Nas rotas de média distância, a taxa passou de 7,51 para 15 euros nas classes Económica e Premium e de 63,07 para 80 euros nas classes Business e La Première. Nos voos de longo curso, a taxa em Económica e Premium aumentou de 7,51 para 40 euros e, em Business e La Première, de 63,07 para 120 euros.

A Noruega (fonte em inglês) voltou a aplicar uma taxa sobre bilhetes de avião em 2022, após uma suspensão temporária de dois anos. Em 2026, o país usa um sistema de dois escalões, com uma taxa reduzida de 61 coroas (5,42 euros) aplicável a voos para a Europa e uma taxa elevada de 350 coroas (31,12 euros) para todos os outros destinos.

Estão isentos da taxa os passageiros em trânsito, os funcionários das companhias aéreas que viajam em serviço, as crianças com menos de dois anos e os passageiros da NATO.

E fora da Europa?

Do outro lado do Atlântico, nos voos domésticos dentro dos EUA, o Airport and Airway Trust Fund (AATF) recebe 7,5% do valor das tarifas através do Federal Ticket (Excise) Tax, um imposto federal sobre os bilhetes.

Há ainda outras taxas, como a Domestic Segment Tax, de 5,20 dólares (4,51 euros) por passageiro e por segmento que liga a um aeroporto maior, e uma taxa fixa de 5,60 dólares (4,81 euros) por trajeto, destinada a cobrir despesas de segurança.

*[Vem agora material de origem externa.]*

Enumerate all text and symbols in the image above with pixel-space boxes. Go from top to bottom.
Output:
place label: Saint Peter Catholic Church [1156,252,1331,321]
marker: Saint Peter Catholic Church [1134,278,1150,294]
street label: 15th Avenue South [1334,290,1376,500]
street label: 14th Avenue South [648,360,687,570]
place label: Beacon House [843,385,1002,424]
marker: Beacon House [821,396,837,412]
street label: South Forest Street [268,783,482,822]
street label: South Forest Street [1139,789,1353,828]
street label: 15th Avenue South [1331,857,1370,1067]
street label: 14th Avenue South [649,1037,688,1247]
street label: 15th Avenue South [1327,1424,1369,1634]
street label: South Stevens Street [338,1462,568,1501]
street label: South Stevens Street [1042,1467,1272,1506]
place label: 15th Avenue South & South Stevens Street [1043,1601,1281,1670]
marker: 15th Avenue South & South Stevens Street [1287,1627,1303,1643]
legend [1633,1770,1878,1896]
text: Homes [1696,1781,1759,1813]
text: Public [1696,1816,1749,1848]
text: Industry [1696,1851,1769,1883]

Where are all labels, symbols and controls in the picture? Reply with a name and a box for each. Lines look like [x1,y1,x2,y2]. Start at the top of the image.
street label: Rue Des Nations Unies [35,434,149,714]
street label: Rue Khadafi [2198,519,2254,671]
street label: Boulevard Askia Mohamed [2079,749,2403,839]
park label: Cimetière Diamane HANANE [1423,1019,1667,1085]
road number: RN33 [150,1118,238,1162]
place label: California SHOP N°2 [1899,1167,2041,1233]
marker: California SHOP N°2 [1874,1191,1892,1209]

Já nos voos com partida dos EUA, os passageiros pagam ainda a International Departure/Arrival Tax, de 23,40 dólares (20,31 euros), a Customs User Fee e a Immigration User Fee, de 7,39 dólares (6,41 euros) e 7 dólares (6,08 euros), respetivamente.

Singapura, por seu lado, numa altura de tensões regionais no Médio Oriente, teve de adiar temporariamente os planos para ser o primeiro país a introduzir uma taxa de combustível sustentável cobrada aos passageiros.

A Autoridade da Aviação Civil de Singapura (CAAS) tinha inicialmente previsto que a Sustainable Aviation Fuel (SAF) Levy começasse a ser cobrada em abril de 2026. No entanto, invocando o “impacto do conflito em curso”, a CAAS anunciou (fonte em inglês) que a medida só entrará em vigor em outubro de 2026.

O conflito teve efeitos devastadores no custo do combustível. O encerramento do estreito de Ormuz fez disparar o preço do combustível para aviação na Ásia e na Oceânia para uma média semanal de 208,79 dólares (181,23 euros) por barril, segundo uma análise da IATA (fonte em inglês).